**ABOUT THIS TASK:**
Tally up every line in the records beneath that has "Croix", and write down only the total.

**THE DATA:**
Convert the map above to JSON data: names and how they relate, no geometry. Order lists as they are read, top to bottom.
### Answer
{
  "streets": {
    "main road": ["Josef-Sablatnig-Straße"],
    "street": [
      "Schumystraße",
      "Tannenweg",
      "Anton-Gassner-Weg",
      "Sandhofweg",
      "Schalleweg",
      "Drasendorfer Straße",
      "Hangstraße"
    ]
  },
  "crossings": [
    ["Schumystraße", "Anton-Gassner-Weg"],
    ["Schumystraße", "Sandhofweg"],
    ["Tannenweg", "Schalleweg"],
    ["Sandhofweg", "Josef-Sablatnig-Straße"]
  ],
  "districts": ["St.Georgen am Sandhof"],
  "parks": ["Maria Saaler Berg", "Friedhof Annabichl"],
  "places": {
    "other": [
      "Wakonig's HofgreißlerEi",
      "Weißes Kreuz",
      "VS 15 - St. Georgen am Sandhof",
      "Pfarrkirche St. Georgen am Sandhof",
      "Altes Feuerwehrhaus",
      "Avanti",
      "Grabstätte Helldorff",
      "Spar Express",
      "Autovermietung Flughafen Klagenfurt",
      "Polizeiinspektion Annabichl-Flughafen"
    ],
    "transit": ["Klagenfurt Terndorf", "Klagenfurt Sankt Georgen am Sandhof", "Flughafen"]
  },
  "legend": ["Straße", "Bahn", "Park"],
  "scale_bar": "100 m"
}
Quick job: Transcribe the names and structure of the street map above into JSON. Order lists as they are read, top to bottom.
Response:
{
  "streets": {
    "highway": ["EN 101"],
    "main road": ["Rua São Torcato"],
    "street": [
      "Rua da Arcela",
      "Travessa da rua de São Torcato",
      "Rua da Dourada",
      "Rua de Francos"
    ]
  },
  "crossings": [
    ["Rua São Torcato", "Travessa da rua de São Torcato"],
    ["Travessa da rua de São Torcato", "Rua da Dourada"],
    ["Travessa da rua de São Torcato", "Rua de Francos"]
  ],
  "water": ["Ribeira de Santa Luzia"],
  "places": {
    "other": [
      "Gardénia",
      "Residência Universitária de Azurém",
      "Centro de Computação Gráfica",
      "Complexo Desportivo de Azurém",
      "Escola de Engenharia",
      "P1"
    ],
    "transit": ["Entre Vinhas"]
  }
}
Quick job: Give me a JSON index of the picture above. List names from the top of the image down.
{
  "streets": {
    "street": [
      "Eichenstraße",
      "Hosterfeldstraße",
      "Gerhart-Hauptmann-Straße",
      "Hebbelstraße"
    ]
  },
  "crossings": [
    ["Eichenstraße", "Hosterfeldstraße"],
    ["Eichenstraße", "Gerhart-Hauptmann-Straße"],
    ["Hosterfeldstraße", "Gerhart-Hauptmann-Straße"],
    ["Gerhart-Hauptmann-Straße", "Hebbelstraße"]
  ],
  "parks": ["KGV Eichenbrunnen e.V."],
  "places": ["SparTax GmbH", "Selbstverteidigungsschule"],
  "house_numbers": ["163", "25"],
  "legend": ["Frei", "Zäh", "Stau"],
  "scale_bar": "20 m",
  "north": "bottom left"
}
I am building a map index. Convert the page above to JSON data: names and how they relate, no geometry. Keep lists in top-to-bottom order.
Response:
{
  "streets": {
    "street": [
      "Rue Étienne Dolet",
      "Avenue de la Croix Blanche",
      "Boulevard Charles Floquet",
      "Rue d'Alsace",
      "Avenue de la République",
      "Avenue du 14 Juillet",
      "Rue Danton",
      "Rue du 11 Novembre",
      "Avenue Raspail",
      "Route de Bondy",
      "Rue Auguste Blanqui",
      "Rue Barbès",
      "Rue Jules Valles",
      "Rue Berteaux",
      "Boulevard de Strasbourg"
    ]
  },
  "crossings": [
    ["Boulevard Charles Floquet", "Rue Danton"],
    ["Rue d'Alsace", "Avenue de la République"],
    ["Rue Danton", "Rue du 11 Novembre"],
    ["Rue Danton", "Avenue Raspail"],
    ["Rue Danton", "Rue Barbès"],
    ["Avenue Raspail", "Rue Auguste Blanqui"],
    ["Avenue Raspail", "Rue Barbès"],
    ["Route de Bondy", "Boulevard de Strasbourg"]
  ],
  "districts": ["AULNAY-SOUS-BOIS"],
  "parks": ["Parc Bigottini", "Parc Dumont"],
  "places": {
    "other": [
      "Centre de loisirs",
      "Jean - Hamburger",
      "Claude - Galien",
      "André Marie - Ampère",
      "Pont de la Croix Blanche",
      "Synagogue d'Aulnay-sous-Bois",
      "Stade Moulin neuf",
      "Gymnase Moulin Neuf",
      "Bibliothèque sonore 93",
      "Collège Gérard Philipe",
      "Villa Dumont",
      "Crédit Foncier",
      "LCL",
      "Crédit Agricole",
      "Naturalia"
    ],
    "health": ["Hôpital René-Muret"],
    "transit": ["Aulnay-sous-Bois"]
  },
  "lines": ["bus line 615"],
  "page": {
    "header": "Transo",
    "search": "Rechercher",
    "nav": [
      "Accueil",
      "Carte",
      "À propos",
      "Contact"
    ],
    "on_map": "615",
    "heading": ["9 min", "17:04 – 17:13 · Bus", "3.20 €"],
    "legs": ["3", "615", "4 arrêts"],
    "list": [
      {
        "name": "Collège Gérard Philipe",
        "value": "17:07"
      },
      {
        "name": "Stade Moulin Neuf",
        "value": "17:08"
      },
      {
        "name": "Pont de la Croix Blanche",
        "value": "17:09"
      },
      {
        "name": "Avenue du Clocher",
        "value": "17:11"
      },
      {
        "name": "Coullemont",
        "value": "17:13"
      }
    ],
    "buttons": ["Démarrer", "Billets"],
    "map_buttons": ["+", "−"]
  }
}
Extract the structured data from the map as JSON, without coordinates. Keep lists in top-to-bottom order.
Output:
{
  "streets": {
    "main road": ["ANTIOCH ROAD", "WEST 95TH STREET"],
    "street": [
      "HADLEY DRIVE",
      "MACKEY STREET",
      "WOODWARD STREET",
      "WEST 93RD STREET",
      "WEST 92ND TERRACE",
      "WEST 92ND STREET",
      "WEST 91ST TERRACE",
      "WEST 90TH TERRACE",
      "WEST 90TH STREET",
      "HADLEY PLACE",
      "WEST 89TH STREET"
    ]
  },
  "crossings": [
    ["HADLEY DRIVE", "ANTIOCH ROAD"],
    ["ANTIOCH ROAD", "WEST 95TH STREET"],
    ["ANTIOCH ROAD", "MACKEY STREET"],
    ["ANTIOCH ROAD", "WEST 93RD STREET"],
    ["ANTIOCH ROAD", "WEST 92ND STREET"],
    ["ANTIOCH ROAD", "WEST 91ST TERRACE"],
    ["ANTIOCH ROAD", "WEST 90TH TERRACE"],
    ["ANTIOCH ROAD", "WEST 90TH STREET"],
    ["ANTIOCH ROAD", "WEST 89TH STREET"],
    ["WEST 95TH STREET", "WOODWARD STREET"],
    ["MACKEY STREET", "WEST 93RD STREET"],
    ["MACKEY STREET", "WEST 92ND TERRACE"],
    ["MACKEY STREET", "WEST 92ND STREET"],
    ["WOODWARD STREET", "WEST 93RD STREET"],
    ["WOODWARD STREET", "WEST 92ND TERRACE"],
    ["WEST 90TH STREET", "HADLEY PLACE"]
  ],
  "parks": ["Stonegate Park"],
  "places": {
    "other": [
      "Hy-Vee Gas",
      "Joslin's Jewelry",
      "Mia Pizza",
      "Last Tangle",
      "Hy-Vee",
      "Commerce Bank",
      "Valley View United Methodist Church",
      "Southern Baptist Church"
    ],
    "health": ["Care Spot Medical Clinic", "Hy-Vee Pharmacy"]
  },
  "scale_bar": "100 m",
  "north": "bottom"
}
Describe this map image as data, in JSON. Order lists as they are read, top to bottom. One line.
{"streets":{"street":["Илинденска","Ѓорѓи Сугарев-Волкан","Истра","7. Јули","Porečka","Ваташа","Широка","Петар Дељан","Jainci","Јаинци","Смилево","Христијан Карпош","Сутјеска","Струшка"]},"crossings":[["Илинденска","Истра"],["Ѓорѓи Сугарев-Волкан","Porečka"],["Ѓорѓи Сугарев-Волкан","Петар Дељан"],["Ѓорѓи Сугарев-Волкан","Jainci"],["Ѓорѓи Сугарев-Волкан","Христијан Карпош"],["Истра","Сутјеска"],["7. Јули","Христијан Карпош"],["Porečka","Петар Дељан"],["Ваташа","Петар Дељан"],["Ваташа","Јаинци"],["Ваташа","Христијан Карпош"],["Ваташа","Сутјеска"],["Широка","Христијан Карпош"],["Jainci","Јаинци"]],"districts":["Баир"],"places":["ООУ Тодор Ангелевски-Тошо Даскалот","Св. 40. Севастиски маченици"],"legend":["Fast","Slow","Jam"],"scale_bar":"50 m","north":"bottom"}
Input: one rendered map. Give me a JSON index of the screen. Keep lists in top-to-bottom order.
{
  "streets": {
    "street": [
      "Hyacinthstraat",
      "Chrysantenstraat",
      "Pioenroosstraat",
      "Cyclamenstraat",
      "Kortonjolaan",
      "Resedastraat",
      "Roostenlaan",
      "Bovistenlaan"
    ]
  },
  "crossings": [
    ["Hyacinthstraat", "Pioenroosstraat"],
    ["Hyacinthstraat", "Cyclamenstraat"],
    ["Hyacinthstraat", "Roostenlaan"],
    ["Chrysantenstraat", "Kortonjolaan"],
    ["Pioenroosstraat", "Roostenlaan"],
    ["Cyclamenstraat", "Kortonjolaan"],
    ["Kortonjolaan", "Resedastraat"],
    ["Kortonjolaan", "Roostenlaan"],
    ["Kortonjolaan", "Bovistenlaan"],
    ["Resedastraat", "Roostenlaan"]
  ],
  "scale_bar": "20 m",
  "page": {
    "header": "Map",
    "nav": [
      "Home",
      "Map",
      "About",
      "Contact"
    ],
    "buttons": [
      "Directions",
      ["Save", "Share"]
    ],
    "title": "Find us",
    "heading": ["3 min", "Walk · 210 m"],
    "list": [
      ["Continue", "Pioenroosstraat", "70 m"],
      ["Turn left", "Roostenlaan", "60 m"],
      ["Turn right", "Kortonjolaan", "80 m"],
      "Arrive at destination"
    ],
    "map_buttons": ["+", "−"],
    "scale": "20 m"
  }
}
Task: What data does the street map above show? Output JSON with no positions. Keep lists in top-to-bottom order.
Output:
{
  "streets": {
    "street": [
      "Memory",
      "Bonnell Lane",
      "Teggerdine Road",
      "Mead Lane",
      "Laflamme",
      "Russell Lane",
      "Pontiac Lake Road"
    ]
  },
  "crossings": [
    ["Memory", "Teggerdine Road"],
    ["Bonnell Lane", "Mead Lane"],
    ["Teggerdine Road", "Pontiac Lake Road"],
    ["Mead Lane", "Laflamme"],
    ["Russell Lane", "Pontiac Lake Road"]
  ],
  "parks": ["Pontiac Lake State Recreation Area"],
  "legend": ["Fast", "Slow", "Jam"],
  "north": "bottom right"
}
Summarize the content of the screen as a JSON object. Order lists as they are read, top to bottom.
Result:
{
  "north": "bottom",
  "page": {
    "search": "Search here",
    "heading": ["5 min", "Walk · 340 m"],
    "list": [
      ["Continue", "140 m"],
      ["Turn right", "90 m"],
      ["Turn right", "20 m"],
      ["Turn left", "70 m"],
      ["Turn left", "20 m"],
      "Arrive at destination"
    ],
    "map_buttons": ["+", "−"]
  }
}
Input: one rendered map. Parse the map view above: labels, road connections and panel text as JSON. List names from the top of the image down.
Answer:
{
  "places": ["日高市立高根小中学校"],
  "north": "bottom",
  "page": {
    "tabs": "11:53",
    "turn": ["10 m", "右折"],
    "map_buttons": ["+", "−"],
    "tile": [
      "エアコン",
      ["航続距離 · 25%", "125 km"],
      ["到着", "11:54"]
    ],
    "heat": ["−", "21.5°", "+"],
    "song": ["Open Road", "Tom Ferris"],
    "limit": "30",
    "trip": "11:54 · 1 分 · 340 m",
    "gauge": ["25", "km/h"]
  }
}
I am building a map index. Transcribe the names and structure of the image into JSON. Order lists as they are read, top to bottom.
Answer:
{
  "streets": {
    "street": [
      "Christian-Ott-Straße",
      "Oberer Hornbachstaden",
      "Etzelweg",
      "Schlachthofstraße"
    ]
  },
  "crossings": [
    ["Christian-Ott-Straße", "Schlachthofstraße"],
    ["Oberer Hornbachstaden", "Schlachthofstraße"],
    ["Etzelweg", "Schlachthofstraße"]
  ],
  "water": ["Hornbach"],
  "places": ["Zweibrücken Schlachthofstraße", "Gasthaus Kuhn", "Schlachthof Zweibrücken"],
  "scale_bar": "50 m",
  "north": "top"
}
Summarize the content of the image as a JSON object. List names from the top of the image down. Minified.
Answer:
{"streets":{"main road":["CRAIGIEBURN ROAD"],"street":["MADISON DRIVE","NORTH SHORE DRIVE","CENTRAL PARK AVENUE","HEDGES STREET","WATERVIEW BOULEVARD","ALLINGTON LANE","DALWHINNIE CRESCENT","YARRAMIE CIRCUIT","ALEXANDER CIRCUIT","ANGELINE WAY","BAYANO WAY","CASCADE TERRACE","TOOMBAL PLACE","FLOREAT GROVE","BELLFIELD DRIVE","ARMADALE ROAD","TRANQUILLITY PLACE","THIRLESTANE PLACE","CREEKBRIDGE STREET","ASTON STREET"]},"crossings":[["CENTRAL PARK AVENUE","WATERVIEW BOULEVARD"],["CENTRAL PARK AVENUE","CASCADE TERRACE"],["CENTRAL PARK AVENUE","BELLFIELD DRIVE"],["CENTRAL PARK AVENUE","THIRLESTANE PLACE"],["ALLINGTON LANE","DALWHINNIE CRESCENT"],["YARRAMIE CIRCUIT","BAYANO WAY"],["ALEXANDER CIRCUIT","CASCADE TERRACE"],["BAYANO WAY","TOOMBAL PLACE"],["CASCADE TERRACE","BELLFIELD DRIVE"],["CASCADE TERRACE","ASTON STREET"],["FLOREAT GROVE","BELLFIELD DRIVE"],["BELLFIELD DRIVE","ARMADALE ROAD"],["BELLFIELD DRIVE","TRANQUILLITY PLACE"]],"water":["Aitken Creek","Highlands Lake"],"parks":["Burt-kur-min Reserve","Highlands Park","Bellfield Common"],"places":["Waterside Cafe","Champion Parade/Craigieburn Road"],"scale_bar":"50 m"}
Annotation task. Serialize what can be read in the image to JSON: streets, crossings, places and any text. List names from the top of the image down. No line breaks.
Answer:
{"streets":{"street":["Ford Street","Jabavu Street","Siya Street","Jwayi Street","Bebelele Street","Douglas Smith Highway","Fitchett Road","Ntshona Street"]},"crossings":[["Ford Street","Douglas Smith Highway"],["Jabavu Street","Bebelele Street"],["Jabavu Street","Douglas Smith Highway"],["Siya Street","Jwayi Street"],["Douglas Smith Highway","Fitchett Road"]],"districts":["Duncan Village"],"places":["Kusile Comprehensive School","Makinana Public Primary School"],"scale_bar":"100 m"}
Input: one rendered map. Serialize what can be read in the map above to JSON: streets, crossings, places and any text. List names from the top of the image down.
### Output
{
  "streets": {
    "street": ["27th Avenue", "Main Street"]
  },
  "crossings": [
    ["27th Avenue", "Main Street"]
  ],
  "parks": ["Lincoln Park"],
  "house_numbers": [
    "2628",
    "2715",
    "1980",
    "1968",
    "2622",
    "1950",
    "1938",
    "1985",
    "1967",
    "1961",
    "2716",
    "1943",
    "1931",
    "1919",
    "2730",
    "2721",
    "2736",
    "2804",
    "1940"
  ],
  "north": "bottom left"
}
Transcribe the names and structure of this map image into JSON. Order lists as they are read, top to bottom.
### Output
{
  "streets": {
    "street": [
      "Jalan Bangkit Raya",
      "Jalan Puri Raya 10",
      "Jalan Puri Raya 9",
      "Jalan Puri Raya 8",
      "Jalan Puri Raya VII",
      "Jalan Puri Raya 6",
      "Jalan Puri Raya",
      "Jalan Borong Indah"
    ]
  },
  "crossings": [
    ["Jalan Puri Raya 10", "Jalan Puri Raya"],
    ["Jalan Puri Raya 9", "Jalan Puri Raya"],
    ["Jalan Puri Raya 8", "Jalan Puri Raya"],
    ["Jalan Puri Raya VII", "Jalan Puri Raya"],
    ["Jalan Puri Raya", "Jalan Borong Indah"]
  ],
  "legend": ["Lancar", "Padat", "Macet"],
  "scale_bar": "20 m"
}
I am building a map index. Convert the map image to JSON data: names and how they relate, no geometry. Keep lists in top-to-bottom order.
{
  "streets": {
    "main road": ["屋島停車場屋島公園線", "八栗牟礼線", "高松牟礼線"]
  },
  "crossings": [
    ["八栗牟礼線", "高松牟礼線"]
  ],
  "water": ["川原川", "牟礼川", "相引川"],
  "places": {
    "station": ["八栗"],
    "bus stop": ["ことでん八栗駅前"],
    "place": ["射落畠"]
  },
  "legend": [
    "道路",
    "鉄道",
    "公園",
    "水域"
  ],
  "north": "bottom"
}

**SOLUTION TO THIS EXERCISE:**
3